Ainsi, vous le voyez, mes frères, toute la certitude de leur foi et de leur intelligence des écritures n'est fondée que sur la certitude de leur humilité. Etrange certitude! car qu'y a-t-il de plus superbe que de se croire humble ? Où sont-ils ces petits à qui les mystères sont révélés, pendant qu'ils sont cachés aux grands et aux sages du siècle? Peut-on appeler les protestans petits, eux qui sont, par leurs principes, dans la nécessité de se croire humbles et pleins du Saint-Esprit! eux qui par conséquent sont si grands à leurs propres yeux! eux qui ne craignent point de se tromper en expliquant les écritures, quoiqu'ils assurent que l'église entière s'y est trompée pendant tant de siècles!

Remarquez encore, mes frères, que ce n'est pas précisément la parole de Dieu, mais leur propre explication, qui est le fondement de leur foi: car il n'est pas ques

tion du texte, dont tous conviennent également comme de la règle suprême, mais du vrai sens qu'il faut trouver; et ce vrai sens chacun d'eux s'en assure par son propre discernement, qui est ainsi l'unique appui de sa foi, comme s'il avait personnellement l'infaillibilité qu'il ôte à l'église.

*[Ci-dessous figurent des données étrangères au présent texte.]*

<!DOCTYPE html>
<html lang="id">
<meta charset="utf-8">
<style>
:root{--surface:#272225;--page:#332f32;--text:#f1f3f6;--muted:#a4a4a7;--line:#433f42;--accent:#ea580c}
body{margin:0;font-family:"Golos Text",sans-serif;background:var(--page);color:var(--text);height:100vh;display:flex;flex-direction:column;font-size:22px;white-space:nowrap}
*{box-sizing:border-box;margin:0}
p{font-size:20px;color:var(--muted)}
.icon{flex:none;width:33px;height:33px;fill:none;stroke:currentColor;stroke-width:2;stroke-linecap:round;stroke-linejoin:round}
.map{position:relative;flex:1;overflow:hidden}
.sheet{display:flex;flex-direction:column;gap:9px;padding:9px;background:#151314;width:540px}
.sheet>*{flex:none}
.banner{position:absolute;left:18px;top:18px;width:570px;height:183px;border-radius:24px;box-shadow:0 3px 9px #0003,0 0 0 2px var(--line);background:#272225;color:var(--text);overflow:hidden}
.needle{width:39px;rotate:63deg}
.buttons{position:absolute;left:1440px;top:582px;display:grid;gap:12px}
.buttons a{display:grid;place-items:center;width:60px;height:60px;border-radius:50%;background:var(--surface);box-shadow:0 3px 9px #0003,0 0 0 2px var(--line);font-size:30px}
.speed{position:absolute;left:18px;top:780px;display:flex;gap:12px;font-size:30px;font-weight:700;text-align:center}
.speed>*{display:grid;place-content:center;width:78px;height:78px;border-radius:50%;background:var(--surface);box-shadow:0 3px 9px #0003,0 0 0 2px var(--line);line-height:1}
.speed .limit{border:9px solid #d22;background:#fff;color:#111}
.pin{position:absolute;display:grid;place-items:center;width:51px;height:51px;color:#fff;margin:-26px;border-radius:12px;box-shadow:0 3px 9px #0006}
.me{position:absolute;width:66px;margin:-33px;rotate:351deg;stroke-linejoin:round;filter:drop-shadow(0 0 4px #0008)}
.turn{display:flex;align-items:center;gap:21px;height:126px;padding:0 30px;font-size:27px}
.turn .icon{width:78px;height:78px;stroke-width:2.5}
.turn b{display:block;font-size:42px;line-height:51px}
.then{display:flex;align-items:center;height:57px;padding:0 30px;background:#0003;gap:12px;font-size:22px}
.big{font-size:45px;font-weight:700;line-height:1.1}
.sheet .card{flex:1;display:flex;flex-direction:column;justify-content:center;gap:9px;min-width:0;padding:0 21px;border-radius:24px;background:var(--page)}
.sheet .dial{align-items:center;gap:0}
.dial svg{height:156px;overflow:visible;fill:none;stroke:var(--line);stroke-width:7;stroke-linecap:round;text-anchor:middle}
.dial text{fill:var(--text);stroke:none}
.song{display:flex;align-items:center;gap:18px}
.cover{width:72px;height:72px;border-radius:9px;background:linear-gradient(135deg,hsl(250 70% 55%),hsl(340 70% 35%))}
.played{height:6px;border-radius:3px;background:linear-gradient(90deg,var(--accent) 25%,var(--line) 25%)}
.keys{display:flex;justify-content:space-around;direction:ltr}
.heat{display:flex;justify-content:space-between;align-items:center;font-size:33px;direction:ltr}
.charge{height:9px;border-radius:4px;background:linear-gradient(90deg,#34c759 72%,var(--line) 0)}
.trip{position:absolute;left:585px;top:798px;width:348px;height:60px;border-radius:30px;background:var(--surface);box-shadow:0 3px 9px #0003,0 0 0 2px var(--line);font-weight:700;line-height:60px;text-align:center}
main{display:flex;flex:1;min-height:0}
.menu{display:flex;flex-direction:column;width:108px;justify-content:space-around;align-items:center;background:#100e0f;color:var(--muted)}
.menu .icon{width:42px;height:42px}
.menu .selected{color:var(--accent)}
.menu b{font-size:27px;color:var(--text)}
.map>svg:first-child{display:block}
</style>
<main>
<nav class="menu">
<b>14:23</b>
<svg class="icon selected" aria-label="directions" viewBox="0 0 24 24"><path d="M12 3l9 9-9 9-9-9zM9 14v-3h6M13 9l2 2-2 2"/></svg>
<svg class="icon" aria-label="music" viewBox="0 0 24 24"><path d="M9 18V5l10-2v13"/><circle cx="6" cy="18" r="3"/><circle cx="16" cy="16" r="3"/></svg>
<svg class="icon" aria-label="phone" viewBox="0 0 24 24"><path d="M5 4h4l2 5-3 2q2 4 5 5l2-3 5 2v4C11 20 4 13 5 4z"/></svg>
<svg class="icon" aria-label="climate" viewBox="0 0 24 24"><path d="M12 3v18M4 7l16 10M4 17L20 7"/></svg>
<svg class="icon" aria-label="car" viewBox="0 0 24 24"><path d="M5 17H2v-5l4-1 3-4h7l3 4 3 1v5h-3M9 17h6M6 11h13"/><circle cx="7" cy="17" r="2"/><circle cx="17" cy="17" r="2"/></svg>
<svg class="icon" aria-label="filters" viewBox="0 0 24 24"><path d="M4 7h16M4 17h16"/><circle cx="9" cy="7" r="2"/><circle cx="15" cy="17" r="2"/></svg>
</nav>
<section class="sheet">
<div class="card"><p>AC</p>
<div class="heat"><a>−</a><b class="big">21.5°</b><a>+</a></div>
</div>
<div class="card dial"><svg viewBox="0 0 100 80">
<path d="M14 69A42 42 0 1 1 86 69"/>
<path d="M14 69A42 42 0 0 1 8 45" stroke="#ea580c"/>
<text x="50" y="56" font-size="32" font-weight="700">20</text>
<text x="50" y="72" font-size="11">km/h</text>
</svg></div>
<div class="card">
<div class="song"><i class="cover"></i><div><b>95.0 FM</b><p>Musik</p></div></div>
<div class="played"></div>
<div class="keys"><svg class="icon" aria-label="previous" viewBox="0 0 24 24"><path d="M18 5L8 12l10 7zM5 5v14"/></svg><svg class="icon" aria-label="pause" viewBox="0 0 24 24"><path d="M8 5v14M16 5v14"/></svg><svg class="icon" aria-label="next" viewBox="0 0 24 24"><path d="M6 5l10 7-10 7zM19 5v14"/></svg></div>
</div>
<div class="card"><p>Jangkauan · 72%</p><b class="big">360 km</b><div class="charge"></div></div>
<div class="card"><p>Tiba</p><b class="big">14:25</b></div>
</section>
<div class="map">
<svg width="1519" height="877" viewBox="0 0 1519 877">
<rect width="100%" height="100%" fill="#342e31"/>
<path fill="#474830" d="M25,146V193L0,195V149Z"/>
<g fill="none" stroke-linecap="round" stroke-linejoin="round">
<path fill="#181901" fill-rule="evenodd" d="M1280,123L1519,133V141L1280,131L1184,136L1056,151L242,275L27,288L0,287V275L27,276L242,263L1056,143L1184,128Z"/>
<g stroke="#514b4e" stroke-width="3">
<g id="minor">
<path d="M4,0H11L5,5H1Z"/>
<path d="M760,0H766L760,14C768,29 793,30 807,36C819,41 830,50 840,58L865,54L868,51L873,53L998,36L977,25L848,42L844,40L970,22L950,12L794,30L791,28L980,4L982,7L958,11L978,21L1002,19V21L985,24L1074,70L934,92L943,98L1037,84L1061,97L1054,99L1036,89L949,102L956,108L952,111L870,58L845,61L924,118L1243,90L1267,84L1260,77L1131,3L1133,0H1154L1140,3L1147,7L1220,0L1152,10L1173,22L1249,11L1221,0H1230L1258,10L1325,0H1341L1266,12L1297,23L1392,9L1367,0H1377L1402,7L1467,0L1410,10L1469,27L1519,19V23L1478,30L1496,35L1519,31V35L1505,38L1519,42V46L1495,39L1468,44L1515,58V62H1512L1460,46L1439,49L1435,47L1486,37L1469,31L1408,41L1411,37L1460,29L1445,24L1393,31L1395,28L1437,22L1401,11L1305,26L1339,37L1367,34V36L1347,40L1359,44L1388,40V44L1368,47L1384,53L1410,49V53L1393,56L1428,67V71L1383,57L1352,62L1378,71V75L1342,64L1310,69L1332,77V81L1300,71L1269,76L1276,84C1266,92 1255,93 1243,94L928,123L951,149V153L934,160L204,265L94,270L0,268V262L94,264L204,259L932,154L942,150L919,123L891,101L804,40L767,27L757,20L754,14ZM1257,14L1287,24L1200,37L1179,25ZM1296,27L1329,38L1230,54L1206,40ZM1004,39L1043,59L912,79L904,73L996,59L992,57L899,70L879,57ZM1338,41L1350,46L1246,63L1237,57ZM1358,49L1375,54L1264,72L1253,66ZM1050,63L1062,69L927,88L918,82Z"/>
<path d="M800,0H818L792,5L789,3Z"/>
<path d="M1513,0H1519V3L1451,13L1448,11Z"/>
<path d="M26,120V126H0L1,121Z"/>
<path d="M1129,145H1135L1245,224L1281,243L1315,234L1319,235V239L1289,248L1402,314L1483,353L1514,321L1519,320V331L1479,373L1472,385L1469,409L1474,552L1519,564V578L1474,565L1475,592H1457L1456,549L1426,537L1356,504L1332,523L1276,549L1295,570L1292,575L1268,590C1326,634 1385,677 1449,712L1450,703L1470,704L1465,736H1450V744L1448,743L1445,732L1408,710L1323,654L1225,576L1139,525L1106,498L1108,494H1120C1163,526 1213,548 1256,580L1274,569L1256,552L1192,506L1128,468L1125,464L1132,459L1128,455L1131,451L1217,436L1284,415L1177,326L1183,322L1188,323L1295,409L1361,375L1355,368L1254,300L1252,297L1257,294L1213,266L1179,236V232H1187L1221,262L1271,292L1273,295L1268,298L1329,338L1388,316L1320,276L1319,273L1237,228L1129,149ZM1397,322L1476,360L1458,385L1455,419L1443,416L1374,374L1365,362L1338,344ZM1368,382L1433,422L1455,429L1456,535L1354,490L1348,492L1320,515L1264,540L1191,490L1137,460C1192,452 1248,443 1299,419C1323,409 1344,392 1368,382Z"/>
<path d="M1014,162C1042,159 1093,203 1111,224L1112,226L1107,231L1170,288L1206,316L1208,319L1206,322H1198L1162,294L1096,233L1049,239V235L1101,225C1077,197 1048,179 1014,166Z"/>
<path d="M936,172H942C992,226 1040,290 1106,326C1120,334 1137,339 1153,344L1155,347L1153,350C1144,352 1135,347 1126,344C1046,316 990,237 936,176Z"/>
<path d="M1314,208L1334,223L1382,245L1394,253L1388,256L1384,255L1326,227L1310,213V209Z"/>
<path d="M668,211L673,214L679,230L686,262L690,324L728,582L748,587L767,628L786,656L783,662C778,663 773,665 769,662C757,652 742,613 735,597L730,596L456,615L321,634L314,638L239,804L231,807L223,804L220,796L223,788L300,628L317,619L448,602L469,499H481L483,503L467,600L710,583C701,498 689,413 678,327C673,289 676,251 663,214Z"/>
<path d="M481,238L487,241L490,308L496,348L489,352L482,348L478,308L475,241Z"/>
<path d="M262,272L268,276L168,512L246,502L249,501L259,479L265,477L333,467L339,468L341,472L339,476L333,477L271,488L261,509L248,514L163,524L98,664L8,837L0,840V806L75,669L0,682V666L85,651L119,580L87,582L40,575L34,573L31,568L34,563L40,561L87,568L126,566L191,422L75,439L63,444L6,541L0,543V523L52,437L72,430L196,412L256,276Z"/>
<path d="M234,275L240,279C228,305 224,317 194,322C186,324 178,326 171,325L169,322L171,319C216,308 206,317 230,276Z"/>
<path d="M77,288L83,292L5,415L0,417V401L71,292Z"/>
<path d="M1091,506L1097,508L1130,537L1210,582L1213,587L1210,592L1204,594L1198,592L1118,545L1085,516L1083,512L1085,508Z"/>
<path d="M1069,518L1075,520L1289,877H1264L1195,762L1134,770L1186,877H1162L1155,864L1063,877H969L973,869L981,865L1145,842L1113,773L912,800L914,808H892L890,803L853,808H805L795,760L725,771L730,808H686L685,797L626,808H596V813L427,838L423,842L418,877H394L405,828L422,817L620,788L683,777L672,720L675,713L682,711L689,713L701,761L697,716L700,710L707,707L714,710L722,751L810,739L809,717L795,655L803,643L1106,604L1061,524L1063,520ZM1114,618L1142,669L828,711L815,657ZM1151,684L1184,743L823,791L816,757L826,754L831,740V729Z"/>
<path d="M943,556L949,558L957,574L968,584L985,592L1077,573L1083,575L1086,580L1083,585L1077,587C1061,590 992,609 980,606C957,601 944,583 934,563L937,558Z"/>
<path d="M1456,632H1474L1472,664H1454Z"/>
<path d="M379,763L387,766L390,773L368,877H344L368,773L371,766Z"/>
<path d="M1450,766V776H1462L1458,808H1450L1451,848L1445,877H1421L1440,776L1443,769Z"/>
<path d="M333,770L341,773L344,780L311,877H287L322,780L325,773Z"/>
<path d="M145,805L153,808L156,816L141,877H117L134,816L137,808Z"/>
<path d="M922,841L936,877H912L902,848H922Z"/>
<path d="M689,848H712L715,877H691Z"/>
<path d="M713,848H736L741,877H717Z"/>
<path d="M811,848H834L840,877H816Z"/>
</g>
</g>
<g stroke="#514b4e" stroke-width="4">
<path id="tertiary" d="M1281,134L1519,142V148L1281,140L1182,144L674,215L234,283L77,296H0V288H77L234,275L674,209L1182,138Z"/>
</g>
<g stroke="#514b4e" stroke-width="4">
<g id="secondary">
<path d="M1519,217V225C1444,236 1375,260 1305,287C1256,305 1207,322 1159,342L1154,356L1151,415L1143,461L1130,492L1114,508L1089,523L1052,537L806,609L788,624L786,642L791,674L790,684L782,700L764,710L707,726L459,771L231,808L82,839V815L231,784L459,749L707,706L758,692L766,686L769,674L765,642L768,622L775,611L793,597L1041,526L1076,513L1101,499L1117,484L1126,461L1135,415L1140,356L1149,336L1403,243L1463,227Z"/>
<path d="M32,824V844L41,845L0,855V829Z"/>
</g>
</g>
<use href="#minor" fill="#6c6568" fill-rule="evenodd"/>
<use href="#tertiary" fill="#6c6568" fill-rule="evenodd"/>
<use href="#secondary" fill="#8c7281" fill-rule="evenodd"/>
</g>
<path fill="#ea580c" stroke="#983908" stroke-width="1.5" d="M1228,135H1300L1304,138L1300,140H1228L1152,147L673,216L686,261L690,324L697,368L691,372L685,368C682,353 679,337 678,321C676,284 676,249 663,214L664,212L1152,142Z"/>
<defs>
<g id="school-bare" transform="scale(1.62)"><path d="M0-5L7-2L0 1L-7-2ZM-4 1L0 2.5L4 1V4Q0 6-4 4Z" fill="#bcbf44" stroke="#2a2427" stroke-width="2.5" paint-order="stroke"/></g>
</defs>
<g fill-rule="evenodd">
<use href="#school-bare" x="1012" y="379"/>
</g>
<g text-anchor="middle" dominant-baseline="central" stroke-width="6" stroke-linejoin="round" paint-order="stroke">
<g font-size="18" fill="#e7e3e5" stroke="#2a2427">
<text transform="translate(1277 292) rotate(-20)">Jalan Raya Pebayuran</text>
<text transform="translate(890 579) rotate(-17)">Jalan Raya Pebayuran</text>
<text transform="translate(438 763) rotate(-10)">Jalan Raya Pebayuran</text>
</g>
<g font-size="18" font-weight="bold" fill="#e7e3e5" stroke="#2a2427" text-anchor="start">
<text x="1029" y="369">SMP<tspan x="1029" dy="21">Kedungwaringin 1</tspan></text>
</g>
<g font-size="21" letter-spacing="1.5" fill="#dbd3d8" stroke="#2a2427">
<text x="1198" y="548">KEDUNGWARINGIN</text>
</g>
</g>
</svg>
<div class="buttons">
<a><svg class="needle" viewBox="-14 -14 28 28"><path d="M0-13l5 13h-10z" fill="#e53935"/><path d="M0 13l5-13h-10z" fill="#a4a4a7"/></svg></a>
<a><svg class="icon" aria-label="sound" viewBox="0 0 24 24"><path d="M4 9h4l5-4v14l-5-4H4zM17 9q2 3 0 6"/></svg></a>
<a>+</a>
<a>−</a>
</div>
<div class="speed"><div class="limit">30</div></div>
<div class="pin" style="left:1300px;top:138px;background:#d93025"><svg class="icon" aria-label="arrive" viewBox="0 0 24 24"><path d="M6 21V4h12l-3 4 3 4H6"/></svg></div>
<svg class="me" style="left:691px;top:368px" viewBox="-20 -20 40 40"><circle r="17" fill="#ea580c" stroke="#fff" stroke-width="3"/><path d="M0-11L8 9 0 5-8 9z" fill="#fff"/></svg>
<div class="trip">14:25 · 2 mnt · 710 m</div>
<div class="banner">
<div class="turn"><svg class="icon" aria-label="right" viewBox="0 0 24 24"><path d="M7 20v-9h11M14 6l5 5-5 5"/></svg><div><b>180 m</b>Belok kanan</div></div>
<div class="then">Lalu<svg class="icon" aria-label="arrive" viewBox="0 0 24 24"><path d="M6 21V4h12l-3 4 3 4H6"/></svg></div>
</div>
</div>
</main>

O profondeur, s'écrie saint Augustin sur sa propre expérience dans sa conversion! ô livres inaccessibles à l'orgueil des sages du siècle! vous êtes le glaive à deux tranchans; vous répandez une lumière vivifiante; mais aussi de vous sortent les ténèbres vengeresses. Pendant que les petits tremblent dans le sein de leur mère, se défiant de tout par l'humilité, les sages, par l'orgueil, tournent tout en poison. Je vois des chrétiens qui, comme les Juifs, se croyant dès le ventre de leur mère la race sainte, les héritiers de l'alliance, les interprètes des oracles, vous lisent toujours avec un voile sur le cœur. Ils disent sans cesse, l'écriture, l'écriture, l'écriture! comme les Juifs disaient, le temple, le temple, le temple! Mais l'esprit de l'écriture, qui seul peut vivifier, et qui n'est promis qu'au corps de l'église, les a quittés quand ils l'ont quitté, et la lettre les tue.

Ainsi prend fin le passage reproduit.